Rampa rebellion of 1879 (also known as the First Rampa rebellion to distinguish it from the Rampa Rebellion of 1922-24) was an insurrection by the hill tribes in the Rampa region of the Vizagapatam Hill Tracts Agency of Vizagapatam District against the British government of the Madras Presidency.

Causes 

The hill tracts of Vishakhapatanam were inhabited by hill tribes who led a more or less independent way of life for centuries. These tribes either spoke Telugu or Odia or tribal dialects and paid a regular tribute to a zamindar or mansabdar who was a subject of British India. The then zamindar of the region, an illegitimate son of his predecessor, was an oppressive tyrant, there had been smaller riots and uprisings before, but to make matters worse, the Madras government introduced a law making toddy tapping illegal and introducing a toddy tax, this wouldn't have been a great deal to the Hill tribes, but toddy tapping was part of their culture. This led to a full-scale rebellion in early 1879.

Events 

The rebellion started in March 1879 when the hill tribes of Rampa made attacks on police stations in Chodavaram taluk. Soon, the rebellion spread to the Golconda hills of Vishagapatam and Bhadrachalam taluk. Within a short time, rebellion engulfed the whole district.
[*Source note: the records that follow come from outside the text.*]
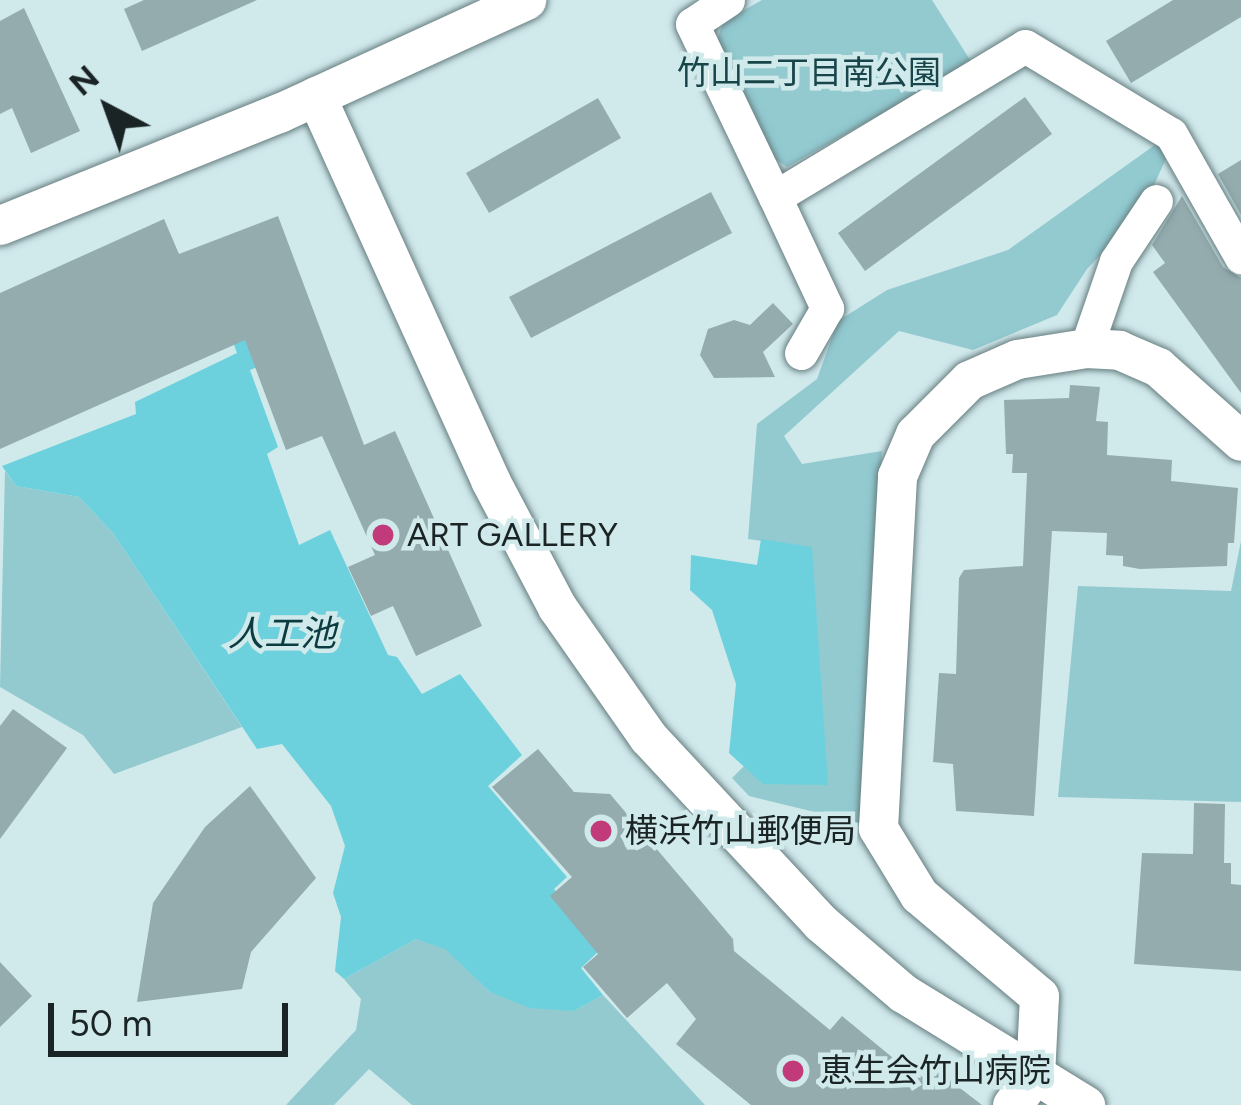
<!DOCTYPE html>
<meta charset="utf-8">
<style>
body{margin:0}
#map{position:relative;width:1241px;height:1105px;overflow:hidden;background:#d0e9eb;font-family:Figtree,"Noto Sans JP",sans-serif}
div>[style]{position:absolute}
.green>*{inset:0;background:#92cad0}
.water>*{inset:0;background:#6cd1dd}
.building>*{inset:0;background:#94acae}
.roads{filter:drop-shadow(0 0 3px #677e80) drop-shadow(0 0 3px #677e80)}
.minor>*{height:33px;margin:-16.5px;padding:0 16.5px;transform-origin:16.5px;border-radius:16.5px;background:#fff}
.tertiary>*{height:39px;margin:-19.5px;padding:0 19.5px;transform-origin:19.5px;border-radius:19.5px;background:#fff}
.dots>*{width:33px;height:33px;translate:-50% -50%;box-sizing:border-box;border:6px solid #d0e9eb;border-radius:50%}
span{translate:-50% -50%;white-space:nowrap;text-align:center;line-height:1.15;-webkit-text-stroke:9px #d0e9eb;paint-order:stroke}
.park-label{font-size:33px;color:#17454a}
.poi-label{font-size:33px;color:#1b2425}
.left{translate:0 -50%;text-align:left}
.water-label{font-size:36px;color:#0b3c41;font-style:italic}
.north{position:absolute;left:48px;top:48px;width:120px;height:120px;-webkit-text-stroke:9px #d0e9eb;paint-order:stroke;rotate:319deg;font-size:33px;font-weight:700;line-height:48px;text-align:center;color:#1b2425}
.north::after{content:'';display:block;margin:auto;width:42px;height:54px;background:#1b2425;clip-path:polygon(50% 0,100% 100%,50% 72%,0 100%)}
.scale{position:absolute;left:48px;top:1003px;width:240px;height:54px;box-sizing:border-box;border:6px solid #1b2425;border-top:0;padding-left:15px;font-size:36px;line-height:42px;white-space:nowrap;color:#1b2425;-webkit-text-stroke:9px #d0e9eb;paint-order:stroke}
</style>
<div id="map">
<div class="green">
<i style="clip-path:polygon(762px 0,932px 0,972px 63px,787px 167px,767px 154px,715px 47px,723px 22px)"></i>
<i style="clip-path:polygon(1159px 142px,1171px 148px,1142px 211px,1087px 269px,1057px 315px,973px 350px,899px 331px,784px 436px,802px 464px,882px 451px,860px 823px,749px 796px,732px 778px,744px 766px,763px 783px,812px 548px,748px 539px,757px 424px,817px 379px,838px 321px,887px 290px,1008px 250px)"></i>
<i style="clip-path:polygon(5px 471px,16px 486px,79px 497px,113px 533px,242px 727px,114px 774px,83px 735px,0 687px)"></i>
<i style="clip-path:polygon(1241px 541px,1241px 802px,1058px 797px,1078px 586px,1231px 591px)"></i>
<i style="clip-path:polygon(416px 939px,445px 948px,490px 992px,574px 1011px,603px 995px,705px 1105px,412px 1105px,369px 1069px,334px 1105px,286px 1105px,356px 1030px,361px 999px,344px 979px)"></i>
</div>
<div class="water">
<i style="clip-path:polygon(260px 328px,272px 361px,250px 370px,278px 447px,267px 454px,299px 545px,330px 530px,388px 655px,397px 657px,422px 694px,460px 674px,522px 755px,488px 786px,567px 877px,554px 889px,601px 949px,581px 968px,603px 995px,574px 1011px,530px 1008px,490px 992px,445px 949px,416px 939px,344px 979px,335px 971px,341px 917px,333px 893px,345px 846px,331px 806px,282px 744px,257px 749px,113px 533px,79px 497px,16px 486px,2px 466px,136px 414px,135px 402px,237px 353px,233px 342px)"></i>
<i style="clip-path:polygon(761px 539px,812px 547px,828px 785px,763px 784px,729px 753px,736px 684px,712px 610px,690px 590px,691px 555px,757px 565px)"></i>
</div>
<div class="building">
<i style="clip-path:polygon(144px 0,257px 0,142px 51px,124px 9px)"></i>
<i style="clip-path:polygon(1173px 0,1241px 0,1241px 17px,1131px 83px,1106px 41px)"></i>
<i style="clip-path:polygon(24px 8px,80px 131px,31px 153px,12px 108px,0 114px,0 21px)"></i>
<i style="clip-path:polygon(1025px 97px,1052px 134px,865px 271px,838px 233px)"></i>
<i style="clip-path:polygon(598px 98px,621px 138px,489px 213px,466px 173px)"></i>
<i style="clip-path:polygon(1241px 160px,1241px 215px,1218px 174px)"></i>
<i style="clip-path:polygon(711px 192px,732px 233px,531px 338px,509px 297px)"></i>
<i style="clip-path:polygon(1182px 196px,1223px 267px,1241px 278px,1241px 393px,1153px 272px,1165px 263px,1152px 245px)"></i>
<i style="clip-path:polygon(278px 216px,364px 445px,395px 431px,482px 626px,416px 656px,393px 606px,371px 616px,348px 567px,375px 555px,322px 436px,286px 450px,245px 340px,0 449px,0 293px,164px 219px,179px 254px)"></i>
<i style="clip-path:polygon(773px 303px,793px 324px,763px 352px,775px 377px,714px 378px,700px 355px,708px 329px,734px 320px,750px 325px)"></i>
<i style="clip-path:polygon(1070px 385px,1100px 387px,1096px 421px,1108px 422px,1107px 455px,1172px 460px,1171px 481px,1238px 488px,1234px 543px,1228px 543px,1227px 566px,1140px 569px,1123px 566px,1123px 556px,1106px 555px,1107px 533px,1052px 531px,1034px 816px,956px 811px,953px 764px,933px 762px,939px 673px,956px 674px,959px 578px,964px 570px,1023px 566px,1027px 473px,1012px 473px,1013px 454px,1006px 454px,1004px 400px,1069px 398px)"></i>
<i style="clip-path:polygon(13px 709px,67px 748px,0 839px,0 726px)"></i>
<i style="clip-path:polygon(538px 749px,574px 792px,610px 794px,733px 939px,734px 951px,830px 1030px,842px 1016px,915px 1076px,926px 1062px,982px 1105px,751px 1105px,676px 1044px,696px 1019px,667px 983px,627px 1018px,583px 967px,598px 954px,550px 896px,572px 877px,492px 787px)"></i>
<i style="clip-path:polygon(250px 786px,316px 878px,251px 952px,242px 989px,137px 1002px,153px 903px,205px 827px)"></i>
<i style="clip-path:polygon(1194px 803px,1225px 804px,1224px 863px,1231px 863px,1231px 884px,1241px 885px,1241px 971px,1134px 964px,1142px 853px,1193px 854px)"></i>
<i style="clip-path:polygon(0 962px,32px 996px,0 1027px)"></i>
</div>
<div class="roads">
<div class="minor">
<i style="left:728px;top:0;width:43px;rotate:146.3deg"></i>
<i style="left:692px;top:24px;width:192px;rotate:64.4deg"></i>
<i style="left:775px;top:197px;width:292px;rotate:-31.1deg"></i>
<i style="left:1025px;top:46px;width:170px;rotate:31.1deg"></i>
<i style="left:1171px;top:134px;width:142px;rotate:60.4deg"></i>
<i style="left:775px;top:197px;width:123px;rotate:64.9deg"></i>
<i style="left:827px;top:308px;width:52px;rotate:120deg"></i>
<i style="left:1086px;top:348px;width:92px;rotate:-71deg"></i>
<i style="left:1116px;top:261px;width:72px;rotate:-56.3deg"></i>
</div>
<div class="tertiary">
<i style="left:316px;top:96px;width:422px;rotate:65.6deg"></i>
<i style="left:490px;top:480px;width:144px;rotate:62.2deg"></i>
<i style="left:557px;top:607px;width:159px;rotate:55deg"></i>
<i style="left:648px;top:737px;width:254px;rotate:47.1deg"></i>
<i style="left:821px;top:923px;width:108px;rotate:40.5deg"></i>
<i style="left:903px;top:993px;width:214px;rotate:31.6deg"></i>
<i style="left:0;top:225px;width:301px;rotate:-21.9deg"></i>
<i style="left:279px;top:113px;width:272px;rotate:-24.6deg"></i>
<i style="left:1012px;top:1105px;width:38px;rotate:-53deg"></i>
<i style="left:1035px;top:1075px;width:79px;rotate:-87.1deg"></i>
<i style="left:1039px;top:996px;width:157px;rotate:-139.9deg"></i>
<i style="left:919px;top:895px;width:79px;rotate:-121.5deg"></i>
<i style="left:878px;top:828px;width:353px;rotate:-86.9deg"></i>
<i style="left:897px;top:476px;width:46px;rotate:-66.8deg"></i>
<i style="left:915px;top:434px;width:76px;rotate:-45deg"></i>
<i style="left:969px;top:380px;width:52px;rotate:-23.6deg"></i>
<i style="left:1017px;top:359px;width:70px;rotate:-9.1deg"></i>
<i style="left:1086px;top:348px;width:33px;rotate:3deg"></i>
<i style="left:1119px;top:350px;width:43px;rotate:23.6deg"></i>
<i style="left:1158px;top:367px;width:111px;rotate:41.7deg"></i>
</div>
</div>
<div class="dots">
<i style="left:383px;top:535px;background:#c13b7b"></i>
<i style="left:601px;top:831px;background:#c13b7b"></i>
<i style="left:793px;top:1071px;background:#c13b7b"></i>
</div>
<div class="park-label">
<span style="left:809px;top:73px">竹山二丁目南公園</span>
</div>
<div class="poi-label">
<span class="left" style="left:407px;top:535px">ART GALLERY</span>
<span class="left" style="left:625px;top:831px">横浜竹山郵便局</span>
<span class="left" style="left:820px;top:1071px">恵生会竹山病院</span>
</div>
<div class="water-label">
<span style="left:282px;top:634px">人工池</span>
</div>
<div class="north">N</div>
<div class="scale">50 m</div>
</div>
The Madras government responded by dispatching several companies of policemen, six regiments of Madras infantry, a squadron of Madras cavalry, two companies of sappers and miners and an infantry regiment from the Hyderabad army. The rebellion was eventually suppressed and a large number of revolutionaries were sent to the Andaman Jail.

Aftermath 

In the aftermath of the rebellion, various conciliatory measures were adopted by the British government. They tried to improve the condition of the tribals of East Godavari agency and the hill tracts in the norther part of Madras Presidency.